Bu satırlarda daha çok, bir elektronik müzik bestecisinin bilgisayar kullanmaya niyetlenmesi durumunda oluşacak gereksinimlerine değindik. Sözü geçen sistemler pop müziğinde daha yaygın bir kullanım alanı bulmuş durumdalar, ancak yaratıcılığa ne kazandırdığına ve neler alıp götürdüğüne dokunmadım. Kısaca değindiğimiz bu konuları gün gelecek daha ayrıntılı ele alacağım; elektronik müziği daha derinlemesine ele alacağız, İlhan Mimaroğlu’ndan yine söz edeceğim ve örneklemeler yapacağım. Müzikte bilgisayar kullanımının yaratıcılık boyutuna değineceğim.

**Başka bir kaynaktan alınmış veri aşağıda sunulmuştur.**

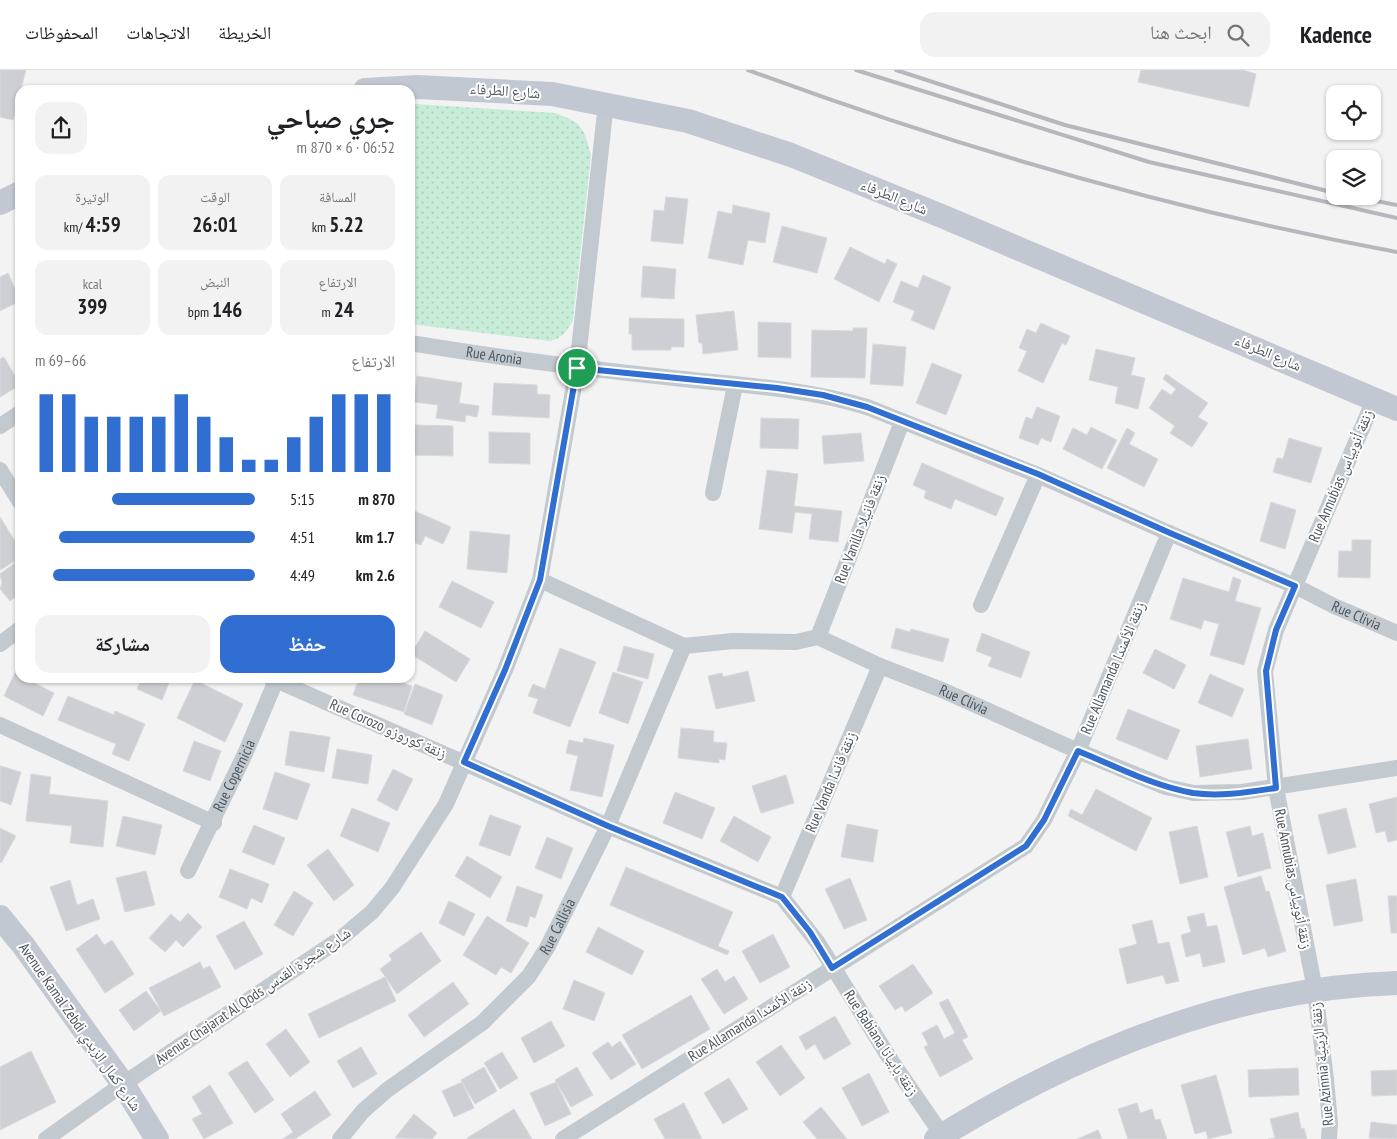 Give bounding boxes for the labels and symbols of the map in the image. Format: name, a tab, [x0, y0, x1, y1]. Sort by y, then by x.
street label: شارع الطرفاء	[469, 79, 541, 103]
street label: شارع الطرفاء	[858, 175, 931, 220]
street label: شارع الطرفاء	[1232, 330, 1305, 376]
street label: Rue Aronia	[465, 342, 523, 369]
pin	[556, 347, 598, 389]
street label: Rue Annubias زنقة أنوبياس	[1304, 406, 1378, 545]
street label: Rue Vanilla زنقة فانيلا	[830, 471, 889, 586]
street label: Rue Clivia	[1329, 596, 1384, 634]
street label: Rue Allamanda زنقة الألمندا	[1076, 598, 1149, 737]
street label: Rue Clivia	[936, 680, 992, 719]
street label: Rue Corozo زنقة كوروزو	[327, 694, 450, 763]
street label: Rue Vanda زنقة فاندا	[801, 728, 860, 835]
street label: Rue Copernicia	[208, 737, 259, 814]
street label: Rue Annubias زنقة أنوبياس	[1270, 807, 1316, 951]
street label: Rue Callisia	[535, 895, 579, 958]
street label: Avenue Chajarat Al Qods شارع شجرة القدس	[151, 923, 355, 1069]
street label: Avenue Kamal Zebdi شارع كمال الزبدي	[13, 939, 146, 1116]
street label: Rue Allamanda زنقة الألمندا	[684, 974, 815, 1065]
street label: Rue Babiana زنقة بابيانا	[840, 986, 923, 1099]
street label: Rue Azinnia زنقة الزينية	[1306, 1001, 1337, 1127]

En son olarak Elektronik Müzik’in 43. sayfa ve 23. bölüme bir göz atıyoruz; biraz karamsar gibi yazarımız:
– Elektronik müzik de acaba Gelecekçilerin*** müziği gibi, günün birinde tarihin akımları içinde unutulup gidecek mi? Yalnızca bir “yaratış iklimi” ortaya çıkarmış olmakla kalıp, başka akımları etkileyip, onların ilkelerine karışıp, kimliğini iyice yitirdikten sonra, geleceğin bir başka çağının, bir başka akımının öncüsü mü sayılacak yalnızca? Ya da bir başka kimlikle, başka özelliklerle mi ortaya çıkacak?